[Stored data entries]
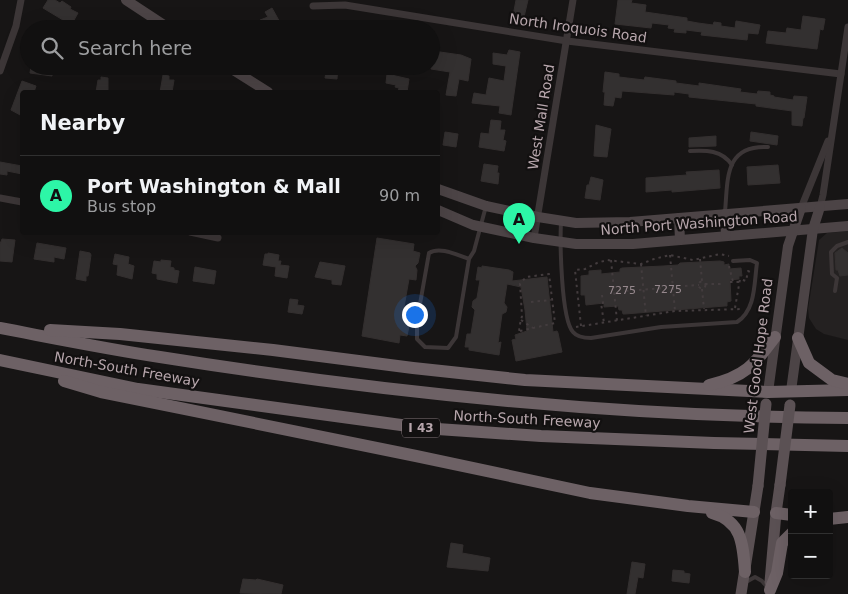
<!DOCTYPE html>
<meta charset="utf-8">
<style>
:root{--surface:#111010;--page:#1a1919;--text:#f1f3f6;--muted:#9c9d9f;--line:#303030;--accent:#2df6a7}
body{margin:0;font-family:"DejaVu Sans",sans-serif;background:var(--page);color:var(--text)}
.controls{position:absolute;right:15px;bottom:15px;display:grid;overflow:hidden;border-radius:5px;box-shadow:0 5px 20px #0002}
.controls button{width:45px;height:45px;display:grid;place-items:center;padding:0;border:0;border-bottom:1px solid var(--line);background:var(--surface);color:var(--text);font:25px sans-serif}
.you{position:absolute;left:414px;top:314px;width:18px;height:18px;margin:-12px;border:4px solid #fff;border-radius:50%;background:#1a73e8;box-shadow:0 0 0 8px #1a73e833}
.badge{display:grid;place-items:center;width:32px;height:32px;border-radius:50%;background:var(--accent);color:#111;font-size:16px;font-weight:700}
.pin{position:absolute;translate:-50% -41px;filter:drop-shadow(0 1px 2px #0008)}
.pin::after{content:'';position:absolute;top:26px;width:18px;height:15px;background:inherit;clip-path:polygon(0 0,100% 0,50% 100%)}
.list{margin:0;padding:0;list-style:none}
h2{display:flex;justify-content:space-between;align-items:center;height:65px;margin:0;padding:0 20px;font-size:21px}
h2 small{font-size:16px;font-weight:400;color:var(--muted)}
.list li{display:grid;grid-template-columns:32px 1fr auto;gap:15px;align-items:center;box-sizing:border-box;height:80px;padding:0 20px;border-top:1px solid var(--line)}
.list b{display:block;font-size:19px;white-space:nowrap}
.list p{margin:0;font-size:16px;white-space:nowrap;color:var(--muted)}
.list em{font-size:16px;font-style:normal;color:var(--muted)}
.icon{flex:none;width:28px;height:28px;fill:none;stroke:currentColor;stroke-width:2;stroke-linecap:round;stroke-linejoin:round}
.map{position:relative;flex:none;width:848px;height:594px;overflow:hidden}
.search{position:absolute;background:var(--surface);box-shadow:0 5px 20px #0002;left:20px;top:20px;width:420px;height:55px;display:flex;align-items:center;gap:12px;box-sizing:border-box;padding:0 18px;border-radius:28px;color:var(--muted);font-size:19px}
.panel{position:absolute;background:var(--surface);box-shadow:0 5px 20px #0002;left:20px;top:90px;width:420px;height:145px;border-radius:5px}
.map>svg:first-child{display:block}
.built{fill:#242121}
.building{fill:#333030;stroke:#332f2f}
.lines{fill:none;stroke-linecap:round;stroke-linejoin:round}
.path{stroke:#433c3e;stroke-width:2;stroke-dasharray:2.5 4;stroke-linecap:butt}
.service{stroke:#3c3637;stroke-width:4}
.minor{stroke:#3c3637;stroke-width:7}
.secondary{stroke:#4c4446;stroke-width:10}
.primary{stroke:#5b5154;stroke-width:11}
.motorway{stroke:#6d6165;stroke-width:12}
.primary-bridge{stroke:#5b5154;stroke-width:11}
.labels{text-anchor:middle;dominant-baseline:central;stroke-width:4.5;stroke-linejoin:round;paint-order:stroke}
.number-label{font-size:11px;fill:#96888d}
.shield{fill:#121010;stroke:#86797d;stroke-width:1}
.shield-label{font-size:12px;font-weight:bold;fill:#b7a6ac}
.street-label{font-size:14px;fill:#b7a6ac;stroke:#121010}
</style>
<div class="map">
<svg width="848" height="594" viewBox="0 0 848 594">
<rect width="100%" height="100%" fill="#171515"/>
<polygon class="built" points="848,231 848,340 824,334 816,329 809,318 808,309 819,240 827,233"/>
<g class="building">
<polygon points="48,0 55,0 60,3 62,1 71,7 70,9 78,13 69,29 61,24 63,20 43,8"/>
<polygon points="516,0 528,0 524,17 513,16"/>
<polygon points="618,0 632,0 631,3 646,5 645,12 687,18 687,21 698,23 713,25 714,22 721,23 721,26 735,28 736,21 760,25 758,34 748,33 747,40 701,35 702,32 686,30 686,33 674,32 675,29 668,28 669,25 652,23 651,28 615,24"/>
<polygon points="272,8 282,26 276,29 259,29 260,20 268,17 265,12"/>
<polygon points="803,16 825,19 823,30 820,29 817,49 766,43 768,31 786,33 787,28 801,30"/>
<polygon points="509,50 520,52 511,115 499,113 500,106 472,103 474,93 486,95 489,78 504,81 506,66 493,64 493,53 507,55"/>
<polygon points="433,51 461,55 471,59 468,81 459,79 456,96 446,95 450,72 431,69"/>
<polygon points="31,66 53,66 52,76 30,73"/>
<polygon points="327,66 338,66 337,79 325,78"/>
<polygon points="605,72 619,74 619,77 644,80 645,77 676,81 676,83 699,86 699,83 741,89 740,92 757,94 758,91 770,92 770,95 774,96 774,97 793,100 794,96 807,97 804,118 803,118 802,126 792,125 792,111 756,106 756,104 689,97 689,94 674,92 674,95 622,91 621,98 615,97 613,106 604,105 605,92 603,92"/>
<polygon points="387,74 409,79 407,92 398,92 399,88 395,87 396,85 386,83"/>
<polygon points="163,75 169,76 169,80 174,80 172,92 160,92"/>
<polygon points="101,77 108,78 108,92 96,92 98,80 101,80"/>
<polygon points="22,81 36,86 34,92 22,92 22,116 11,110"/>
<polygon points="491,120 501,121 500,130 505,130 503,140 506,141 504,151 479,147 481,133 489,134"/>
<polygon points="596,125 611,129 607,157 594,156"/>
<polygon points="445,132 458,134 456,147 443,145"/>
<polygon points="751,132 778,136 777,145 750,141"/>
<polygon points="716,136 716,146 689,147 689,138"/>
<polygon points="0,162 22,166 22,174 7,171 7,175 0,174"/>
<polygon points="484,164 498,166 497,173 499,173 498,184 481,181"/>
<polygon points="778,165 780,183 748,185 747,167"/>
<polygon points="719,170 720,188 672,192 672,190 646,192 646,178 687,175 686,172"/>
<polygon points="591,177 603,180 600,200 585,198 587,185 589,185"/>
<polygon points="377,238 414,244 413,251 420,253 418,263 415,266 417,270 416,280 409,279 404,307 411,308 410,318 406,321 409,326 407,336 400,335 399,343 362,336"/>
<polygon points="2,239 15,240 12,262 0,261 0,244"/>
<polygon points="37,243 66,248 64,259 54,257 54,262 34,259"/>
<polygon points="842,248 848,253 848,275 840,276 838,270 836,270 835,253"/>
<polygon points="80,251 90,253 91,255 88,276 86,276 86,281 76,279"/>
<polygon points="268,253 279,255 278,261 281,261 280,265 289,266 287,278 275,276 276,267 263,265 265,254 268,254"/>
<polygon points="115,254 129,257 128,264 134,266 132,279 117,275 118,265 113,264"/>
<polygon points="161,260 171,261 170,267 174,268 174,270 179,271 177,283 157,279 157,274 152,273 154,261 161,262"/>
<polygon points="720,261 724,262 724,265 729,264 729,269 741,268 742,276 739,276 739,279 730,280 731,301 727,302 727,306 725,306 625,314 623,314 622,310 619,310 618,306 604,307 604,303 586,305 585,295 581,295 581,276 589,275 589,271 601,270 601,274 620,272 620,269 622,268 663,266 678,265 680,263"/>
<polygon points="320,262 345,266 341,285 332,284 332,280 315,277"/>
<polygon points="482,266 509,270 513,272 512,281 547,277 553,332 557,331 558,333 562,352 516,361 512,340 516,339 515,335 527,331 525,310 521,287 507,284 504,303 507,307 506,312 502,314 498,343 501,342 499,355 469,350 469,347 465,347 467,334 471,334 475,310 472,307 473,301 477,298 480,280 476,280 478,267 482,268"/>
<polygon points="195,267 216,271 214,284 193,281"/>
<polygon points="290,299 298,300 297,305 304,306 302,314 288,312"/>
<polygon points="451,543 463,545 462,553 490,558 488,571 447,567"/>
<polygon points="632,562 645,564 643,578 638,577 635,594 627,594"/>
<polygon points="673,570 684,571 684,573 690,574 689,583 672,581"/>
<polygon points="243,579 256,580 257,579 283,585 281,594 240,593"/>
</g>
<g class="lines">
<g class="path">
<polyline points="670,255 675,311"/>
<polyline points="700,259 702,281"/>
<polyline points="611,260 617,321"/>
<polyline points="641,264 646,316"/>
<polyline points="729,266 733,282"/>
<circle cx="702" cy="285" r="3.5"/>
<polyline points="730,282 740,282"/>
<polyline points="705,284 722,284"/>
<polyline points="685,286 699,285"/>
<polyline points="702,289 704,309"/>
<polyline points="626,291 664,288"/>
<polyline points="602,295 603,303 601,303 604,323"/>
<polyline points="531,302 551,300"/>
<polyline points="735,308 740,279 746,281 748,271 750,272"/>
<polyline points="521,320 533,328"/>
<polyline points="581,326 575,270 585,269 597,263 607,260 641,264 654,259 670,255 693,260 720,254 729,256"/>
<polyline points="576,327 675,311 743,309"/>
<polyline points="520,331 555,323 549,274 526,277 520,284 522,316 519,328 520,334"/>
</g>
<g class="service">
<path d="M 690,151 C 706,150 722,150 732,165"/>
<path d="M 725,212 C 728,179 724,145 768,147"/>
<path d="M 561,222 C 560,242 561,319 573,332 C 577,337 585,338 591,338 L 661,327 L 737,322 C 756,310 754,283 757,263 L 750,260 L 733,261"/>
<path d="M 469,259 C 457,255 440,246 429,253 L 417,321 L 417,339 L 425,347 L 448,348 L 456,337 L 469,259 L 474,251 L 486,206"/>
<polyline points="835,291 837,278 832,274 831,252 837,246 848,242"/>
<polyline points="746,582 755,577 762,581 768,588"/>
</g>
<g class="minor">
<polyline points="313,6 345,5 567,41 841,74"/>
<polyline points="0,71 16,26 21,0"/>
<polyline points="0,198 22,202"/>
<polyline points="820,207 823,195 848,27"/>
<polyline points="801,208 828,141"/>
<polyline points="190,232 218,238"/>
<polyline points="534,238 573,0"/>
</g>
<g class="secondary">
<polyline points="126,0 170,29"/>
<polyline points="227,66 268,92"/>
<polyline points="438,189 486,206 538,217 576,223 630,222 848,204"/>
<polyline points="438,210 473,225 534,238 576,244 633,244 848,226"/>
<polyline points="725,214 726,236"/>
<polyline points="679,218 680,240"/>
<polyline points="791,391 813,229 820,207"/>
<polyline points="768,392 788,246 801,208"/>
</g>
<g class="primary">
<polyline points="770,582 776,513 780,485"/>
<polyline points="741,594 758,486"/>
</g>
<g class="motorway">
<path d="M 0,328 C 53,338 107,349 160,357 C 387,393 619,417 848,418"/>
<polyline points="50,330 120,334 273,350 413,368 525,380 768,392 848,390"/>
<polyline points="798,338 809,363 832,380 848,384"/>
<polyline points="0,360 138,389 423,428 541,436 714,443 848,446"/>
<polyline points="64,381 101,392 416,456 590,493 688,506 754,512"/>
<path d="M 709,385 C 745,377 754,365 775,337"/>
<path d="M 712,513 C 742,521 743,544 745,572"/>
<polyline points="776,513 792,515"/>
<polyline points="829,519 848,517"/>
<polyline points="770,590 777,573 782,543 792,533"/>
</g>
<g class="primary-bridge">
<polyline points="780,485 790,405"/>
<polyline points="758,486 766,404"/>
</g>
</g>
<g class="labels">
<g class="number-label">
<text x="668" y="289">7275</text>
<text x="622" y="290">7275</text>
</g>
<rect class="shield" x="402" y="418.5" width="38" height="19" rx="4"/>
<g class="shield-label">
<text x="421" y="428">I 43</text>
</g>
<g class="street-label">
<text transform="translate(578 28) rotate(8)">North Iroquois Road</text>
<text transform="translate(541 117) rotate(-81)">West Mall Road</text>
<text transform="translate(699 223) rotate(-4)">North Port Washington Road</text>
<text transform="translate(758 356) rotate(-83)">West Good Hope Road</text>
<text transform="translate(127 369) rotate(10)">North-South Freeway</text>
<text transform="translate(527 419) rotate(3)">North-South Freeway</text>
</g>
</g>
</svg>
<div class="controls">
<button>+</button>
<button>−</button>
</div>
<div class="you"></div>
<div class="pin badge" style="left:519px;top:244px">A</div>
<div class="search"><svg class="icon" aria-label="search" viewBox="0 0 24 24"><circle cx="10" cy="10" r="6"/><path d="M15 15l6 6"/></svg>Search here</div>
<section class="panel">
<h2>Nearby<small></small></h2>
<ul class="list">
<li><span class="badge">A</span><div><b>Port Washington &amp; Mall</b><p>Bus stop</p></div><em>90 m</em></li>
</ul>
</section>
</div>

■ WHAT IS EXPECTED: Write out, word for word, the lines from the start of the data through the one holding "-41px;filter:drop-shadow(0 1px 2px". Omit pictures.

■ WRITTEN RESPONSE:
<!DOCTYPE html>
<meta charset="utf-8">
<style>
:root{--surface:#111010;--page:#1a1919;--text:#f1f3f6;--muted:#9c9d9f;--line:#303030;--accent:#2df6a7}
body{margin:0;font-family:"DejaVu Sans",sans-serif;background:var(--page);color:var(--text)}
.controls{position:absolute;right:15px;bottom:15px;display:grid;overflow:hidden;border-radius:5px;box-shadow:0 5px 20px #0002}
.controls button{width:45px;height:45px;display:grid;place-items:center;padding:0;border:0;border-bottom:1px solid var(--line);background:var(--surface);color:var(--text);font:25px sans-serif}
.you{position:absolute;left:414px;top:314px;width:18px;height:18px;margin:-12px;border:4px solid #fff;border-radius:50%;background:#1a73e8;box-shadow:0 0 0 8px #1a73e833}
.badge{display:grid;place-items:center;width:32px;height:32px;border-radius:50%;background:var(--accent);color:#111;font-size:16px;font-weight:700}
.pin{position:absolute;translate:-50% -41px;filter:drop-shadow(0 1px 2px #0008)}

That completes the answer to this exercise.